Search Legislation

Serious Crime Act 2007


Section 25: Offence of failing to comply with order

76.This section provides that an offence is committed where the subject of an order, without reasonable excuse, fails to comply with its terms. Subsection (2) sets out the potential penalties which may be imposed on the subject of the order where such an offence is committed. Subsections (3) and (4) make technical provision for the difference in maximum sentence for conviction on a summary offence in Northern Ireland and for the fact that a copy of the original order is admissible as evidence of the fact that it was made in proceedings under this section respectively. Paragraph 4 of Schedule 13 to the Act provides that, in England and Wales, in relation to an offence committed before the commencement of section 282(1) of the Criminal Justice Act 2003, the reference in subsection (2)(a) to 12 months is to be read as 6 months, and the same in relation to Scotland until the commencement of section 45(1) of the Criminal Proceedings etc. (Reform) (Scotland) Act 2007.

Section 26: Powers of forfeiture in respect of offence

77.This section confers on the court the power to order forfeiture of any item in the possession of the subject of the order, at the time of an offence under section 25, which the court considers was involved in the commission of that offence (subsection (1)). Subsection (2) provides that, before making such an order, the court must allow any person, in addition to the person who has been convicted, who claims to be the owner of the item in question, or to have an interest in it, to make representations. Subsection (3) states that a forfeiture order must not come into force while it is still possible for there to be an appeal to set aside or vary that order (ignoring any power to appeal out of time).

78.Subsections (4) and (5) state that as well as being able to make a forfeiture order, the court is able to make any other provision it considers necessary for the forfeiture to be given effect to, including provision relating to the retention, handling, destruction or other disposal of the item in question.

79.Subsection (6) sets out that any forfeiture order may be varied at any time by the court which made it.

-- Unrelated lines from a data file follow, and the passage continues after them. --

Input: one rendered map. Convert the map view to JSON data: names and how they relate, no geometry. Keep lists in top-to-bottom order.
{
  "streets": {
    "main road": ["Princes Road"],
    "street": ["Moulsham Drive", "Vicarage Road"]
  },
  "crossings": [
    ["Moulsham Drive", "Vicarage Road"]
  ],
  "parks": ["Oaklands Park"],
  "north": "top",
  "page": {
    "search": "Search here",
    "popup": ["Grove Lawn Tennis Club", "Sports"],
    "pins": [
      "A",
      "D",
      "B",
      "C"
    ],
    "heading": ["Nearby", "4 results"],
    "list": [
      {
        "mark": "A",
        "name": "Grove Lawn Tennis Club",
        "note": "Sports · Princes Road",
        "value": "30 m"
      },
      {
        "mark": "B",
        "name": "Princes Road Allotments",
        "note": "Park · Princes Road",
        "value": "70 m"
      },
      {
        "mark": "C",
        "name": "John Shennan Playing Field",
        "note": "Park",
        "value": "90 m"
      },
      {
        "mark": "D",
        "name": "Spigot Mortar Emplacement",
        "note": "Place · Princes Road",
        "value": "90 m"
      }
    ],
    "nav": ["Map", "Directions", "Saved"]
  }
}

Section 27: Powers to wind up companies etc: England and Wales and Scotland

80.This section provides the relevant applicant authorities with the power to petition the court (including the courts in Scotland for a body registered there) for the winding up of a company, partnership or relevant body. Subsection (1) states that, in order for the sanction to be available, the company, partnership or relevant body must have been convicted of the offence in section 25 of breach of an order and the relevant applicant authority must also consider it to be in the public interest for the company, partnership or relevant body to be wound up.

81.Subsections (2) – (5) provide that the power to petition for winding up taps into the existing powers to wind up companies and partnerships in the Insolvency Act 1986 (c. 45) (“the 1986 Act”). If a court decides to order the winding up of a company or partnership the provisions of the 1986 Act on how the winding up is to be conducted will apply. Subsection (2) provides that, in relation to an application for the winding up of a company or the company’s winding up, the provisions of the 1986 Act concerning the winding up of companies apply, as if the application were an application under section 124A of that Act, which is concerned with winding up in the public interest, subject to the following modifications. Firstly, subsection (3) provides for the relevant applicant authority to present the petition for winding up, whereas it would normally be the Secretary of State under section 124A of the 1986 Act. Secondly, subsection (4) states that the court can only make an order to wind up the company under section 125 of the 1986 Act if the company has been found guilty of the offence in section 25 and the court considers that it is just and equitable for the company to be wound up.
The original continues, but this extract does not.